# Aim of the task
If a line in the entries below includes the string "direction", copy it out.

Segment Start: Record excerpts

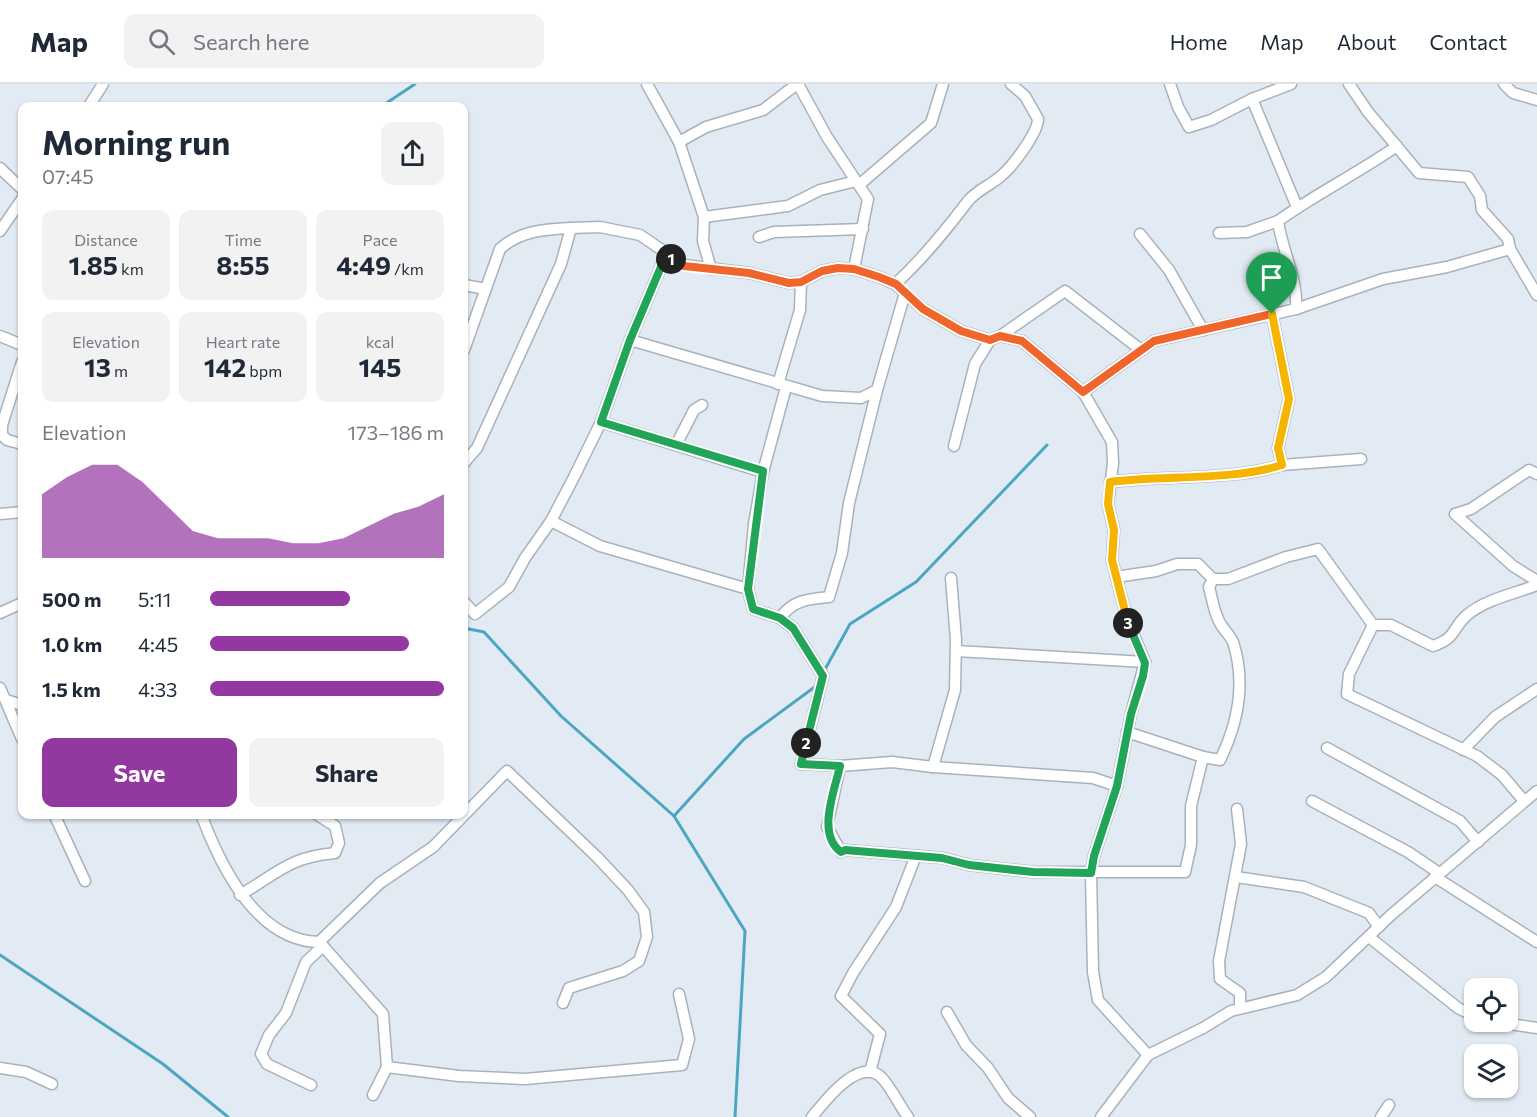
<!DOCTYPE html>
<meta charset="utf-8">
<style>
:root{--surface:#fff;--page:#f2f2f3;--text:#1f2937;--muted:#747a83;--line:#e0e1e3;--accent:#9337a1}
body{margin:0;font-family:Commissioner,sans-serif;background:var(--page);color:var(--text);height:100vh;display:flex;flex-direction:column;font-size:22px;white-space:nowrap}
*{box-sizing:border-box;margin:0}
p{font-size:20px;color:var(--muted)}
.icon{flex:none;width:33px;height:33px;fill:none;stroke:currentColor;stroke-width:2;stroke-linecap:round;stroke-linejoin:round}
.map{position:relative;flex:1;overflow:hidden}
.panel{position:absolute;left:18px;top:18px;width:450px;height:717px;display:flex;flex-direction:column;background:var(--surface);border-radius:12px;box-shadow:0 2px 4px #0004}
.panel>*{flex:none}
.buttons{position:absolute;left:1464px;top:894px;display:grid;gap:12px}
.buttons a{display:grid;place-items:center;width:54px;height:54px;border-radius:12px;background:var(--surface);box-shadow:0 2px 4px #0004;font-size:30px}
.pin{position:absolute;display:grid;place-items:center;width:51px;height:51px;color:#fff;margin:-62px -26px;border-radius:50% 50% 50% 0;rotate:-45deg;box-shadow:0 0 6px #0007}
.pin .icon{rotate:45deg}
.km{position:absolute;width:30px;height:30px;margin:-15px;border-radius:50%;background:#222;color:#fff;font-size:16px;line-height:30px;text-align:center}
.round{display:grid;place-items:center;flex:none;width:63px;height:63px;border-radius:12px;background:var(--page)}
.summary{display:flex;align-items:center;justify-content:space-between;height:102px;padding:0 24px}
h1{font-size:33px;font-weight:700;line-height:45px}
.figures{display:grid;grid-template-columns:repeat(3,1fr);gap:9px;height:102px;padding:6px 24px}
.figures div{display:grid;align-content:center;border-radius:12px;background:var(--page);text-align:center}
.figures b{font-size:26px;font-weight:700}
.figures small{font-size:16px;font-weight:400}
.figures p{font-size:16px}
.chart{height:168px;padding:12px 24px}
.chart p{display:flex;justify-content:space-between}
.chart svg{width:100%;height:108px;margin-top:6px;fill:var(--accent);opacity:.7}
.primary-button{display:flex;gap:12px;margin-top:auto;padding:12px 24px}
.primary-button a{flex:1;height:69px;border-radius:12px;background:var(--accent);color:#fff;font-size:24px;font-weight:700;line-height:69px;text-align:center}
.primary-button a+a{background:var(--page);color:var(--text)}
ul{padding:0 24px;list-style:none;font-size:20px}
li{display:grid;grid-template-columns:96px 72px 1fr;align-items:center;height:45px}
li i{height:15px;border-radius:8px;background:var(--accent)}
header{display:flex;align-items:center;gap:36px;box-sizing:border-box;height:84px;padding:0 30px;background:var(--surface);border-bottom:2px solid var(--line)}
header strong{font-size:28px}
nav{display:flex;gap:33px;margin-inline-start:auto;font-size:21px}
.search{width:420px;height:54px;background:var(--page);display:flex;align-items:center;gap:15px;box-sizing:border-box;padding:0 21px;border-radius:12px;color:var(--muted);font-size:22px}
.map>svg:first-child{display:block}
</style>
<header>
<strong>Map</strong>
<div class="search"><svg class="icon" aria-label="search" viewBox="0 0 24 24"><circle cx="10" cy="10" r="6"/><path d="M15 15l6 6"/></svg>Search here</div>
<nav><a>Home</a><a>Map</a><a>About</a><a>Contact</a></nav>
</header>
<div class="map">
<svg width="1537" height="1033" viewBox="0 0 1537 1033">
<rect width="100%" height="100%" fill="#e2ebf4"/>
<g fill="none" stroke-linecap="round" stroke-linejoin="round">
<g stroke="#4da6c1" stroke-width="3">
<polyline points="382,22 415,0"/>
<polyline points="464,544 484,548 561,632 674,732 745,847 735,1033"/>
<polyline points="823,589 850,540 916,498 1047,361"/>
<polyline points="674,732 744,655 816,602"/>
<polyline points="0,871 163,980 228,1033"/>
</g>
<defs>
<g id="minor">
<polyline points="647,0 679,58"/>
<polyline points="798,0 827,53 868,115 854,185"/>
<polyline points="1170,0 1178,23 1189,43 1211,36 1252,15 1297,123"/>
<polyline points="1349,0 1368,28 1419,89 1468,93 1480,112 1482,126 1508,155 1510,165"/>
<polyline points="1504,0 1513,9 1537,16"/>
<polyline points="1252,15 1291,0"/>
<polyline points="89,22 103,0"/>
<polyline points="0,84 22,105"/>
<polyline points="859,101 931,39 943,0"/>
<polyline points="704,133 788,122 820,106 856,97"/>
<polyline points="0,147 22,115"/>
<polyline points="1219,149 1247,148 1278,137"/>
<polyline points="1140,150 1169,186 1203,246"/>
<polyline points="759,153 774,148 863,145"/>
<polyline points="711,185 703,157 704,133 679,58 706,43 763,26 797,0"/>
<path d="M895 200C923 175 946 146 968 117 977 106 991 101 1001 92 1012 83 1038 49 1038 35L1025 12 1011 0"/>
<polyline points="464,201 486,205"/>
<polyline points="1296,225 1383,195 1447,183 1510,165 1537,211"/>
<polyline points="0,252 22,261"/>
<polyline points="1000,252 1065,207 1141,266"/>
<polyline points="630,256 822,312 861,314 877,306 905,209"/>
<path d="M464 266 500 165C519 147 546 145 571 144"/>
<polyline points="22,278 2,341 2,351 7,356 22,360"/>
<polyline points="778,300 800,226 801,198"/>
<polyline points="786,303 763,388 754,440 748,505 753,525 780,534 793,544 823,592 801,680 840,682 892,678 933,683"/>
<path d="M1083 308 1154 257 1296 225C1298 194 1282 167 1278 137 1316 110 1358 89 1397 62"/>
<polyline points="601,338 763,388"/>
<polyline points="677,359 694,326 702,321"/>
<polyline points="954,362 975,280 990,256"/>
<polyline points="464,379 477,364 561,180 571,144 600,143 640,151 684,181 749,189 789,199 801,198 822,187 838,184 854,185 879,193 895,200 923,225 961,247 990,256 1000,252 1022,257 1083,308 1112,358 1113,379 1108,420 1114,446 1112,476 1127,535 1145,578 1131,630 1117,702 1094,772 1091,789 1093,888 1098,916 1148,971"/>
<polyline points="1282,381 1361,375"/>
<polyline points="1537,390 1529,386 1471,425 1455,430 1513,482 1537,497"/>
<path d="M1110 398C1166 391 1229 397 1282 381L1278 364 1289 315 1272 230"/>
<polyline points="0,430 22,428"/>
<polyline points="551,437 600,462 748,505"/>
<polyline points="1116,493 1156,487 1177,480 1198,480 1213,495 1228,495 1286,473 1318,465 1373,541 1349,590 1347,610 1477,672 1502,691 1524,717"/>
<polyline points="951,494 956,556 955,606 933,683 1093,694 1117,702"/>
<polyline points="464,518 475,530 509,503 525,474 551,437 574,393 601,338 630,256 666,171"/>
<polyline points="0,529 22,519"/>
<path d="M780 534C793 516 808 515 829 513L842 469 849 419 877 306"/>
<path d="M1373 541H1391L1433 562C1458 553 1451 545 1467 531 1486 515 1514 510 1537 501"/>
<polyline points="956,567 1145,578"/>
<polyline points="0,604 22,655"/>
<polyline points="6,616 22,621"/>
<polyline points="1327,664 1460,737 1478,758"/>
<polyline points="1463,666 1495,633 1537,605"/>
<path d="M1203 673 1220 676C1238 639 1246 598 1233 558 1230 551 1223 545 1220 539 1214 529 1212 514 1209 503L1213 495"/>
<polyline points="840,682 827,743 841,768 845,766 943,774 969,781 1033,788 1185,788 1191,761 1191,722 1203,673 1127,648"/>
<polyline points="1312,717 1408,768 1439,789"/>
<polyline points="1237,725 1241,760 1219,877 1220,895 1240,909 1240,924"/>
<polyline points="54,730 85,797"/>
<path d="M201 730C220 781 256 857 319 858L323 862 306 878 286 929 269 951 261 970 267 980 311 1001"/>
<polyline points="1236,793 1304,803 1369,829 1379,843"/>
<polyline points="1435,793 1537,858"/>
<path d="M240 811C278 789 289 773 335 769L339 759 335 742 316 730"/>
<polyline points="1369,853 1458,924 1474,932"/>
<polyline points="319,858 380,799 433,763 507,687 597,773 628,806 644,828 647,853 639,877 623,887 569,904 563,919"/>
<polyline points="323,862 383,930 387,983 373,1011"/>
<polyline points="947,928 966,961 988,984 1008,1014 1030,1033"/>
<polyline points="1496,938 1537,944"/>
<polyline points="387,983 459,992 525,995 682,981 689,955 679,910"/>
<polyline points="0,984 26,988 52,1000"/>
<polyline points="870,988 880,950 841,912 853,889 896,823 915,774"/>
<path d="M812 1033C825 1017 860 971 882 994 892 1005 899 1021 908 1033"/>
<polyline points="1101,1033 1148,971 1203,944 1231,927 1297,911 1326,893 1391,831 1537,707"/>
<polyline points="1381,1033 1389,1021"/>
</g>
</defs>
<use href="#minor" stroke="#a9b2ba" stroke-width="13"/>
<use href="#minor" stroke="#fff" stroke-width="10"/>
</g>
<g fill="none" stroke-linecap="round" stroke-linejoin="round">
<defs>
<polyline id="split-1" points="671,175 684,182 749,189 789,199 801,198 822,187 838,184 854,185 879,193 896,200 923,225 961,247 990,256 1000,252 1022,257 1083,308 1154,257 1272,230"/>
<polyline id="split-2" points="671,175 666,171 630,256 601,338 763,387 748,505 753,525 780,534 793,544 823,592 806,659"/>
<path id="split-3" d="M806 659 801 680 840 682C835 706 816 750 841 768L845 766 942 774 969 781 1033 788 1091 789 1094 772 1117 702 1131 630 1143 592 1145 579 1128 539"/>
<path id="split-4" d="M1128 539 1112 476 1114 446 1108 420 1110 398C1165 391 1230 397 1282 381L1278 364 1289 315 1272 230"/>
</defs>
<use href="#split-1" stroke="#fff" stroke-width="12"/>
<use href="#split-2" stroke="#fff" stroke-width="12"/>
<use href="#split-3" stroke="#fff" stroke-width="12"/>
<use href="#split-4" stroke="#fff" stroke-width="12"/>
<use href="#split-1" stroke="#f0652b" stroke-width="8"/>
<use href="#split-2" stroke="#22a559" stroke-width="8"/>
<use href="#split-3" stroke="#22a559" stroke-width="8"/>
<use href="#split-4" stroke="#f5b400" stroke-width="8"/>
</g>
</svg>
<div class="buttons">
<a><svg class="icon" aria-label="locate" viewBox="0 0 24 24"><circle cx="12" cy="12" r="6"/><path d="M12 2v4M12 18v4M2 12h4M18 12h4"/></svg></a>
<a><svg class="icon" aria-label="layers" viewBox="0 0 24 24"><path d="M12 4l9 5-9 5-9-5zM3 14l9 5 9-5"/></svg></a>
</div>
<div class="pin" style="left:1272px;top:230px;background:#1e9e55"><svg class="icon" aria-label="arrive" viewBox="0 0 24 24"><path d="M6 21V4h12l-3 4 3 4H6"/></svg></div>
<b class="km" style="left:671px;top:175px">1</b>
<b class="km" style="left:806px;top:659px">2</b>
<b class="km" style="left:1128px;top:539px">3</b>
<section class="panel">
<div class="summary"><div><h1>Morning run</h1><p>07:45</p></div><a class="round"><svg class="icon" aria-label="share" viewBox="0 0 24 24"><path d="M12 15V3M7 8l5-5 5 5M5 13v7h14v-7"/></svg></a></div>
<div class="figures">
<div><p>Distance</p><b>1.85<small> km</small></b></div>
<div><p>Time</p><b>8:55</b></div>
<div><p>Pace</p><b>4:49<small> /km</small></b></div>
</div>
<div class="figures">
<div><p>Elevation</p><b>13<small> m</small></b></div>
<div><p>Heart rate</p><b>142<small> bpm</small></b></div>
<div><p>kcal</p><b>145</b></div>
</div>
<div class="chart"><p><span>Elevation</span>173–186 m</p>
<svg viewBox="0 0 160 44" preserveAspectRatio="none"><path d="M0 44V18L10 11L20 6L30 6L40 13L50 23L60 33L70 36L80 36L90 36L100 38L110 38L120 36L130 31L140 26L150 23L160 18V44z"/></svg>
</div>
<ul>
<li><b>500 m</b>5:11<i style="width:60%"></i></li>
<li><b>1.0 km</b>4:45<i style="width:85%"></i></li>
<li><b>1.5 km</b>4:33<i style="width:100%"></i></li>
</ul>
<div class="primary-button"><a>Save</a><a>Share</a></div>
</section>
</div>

Segment End: Record excerpts

# Response area
body{margin:0;font-family:Commissioner,sans-serif;background:var(--page);color:var(--text);height:100vh;display:flex;flex-direction:column;font-size:22px;white-space:nowrap}
.panel{position:absolute;left:18px;top:18px;width:450px;height:717px;display:flex;flex-direction:column;background:var(--surface);border-radius:12px;box-shadow:0 2px 4px #0004}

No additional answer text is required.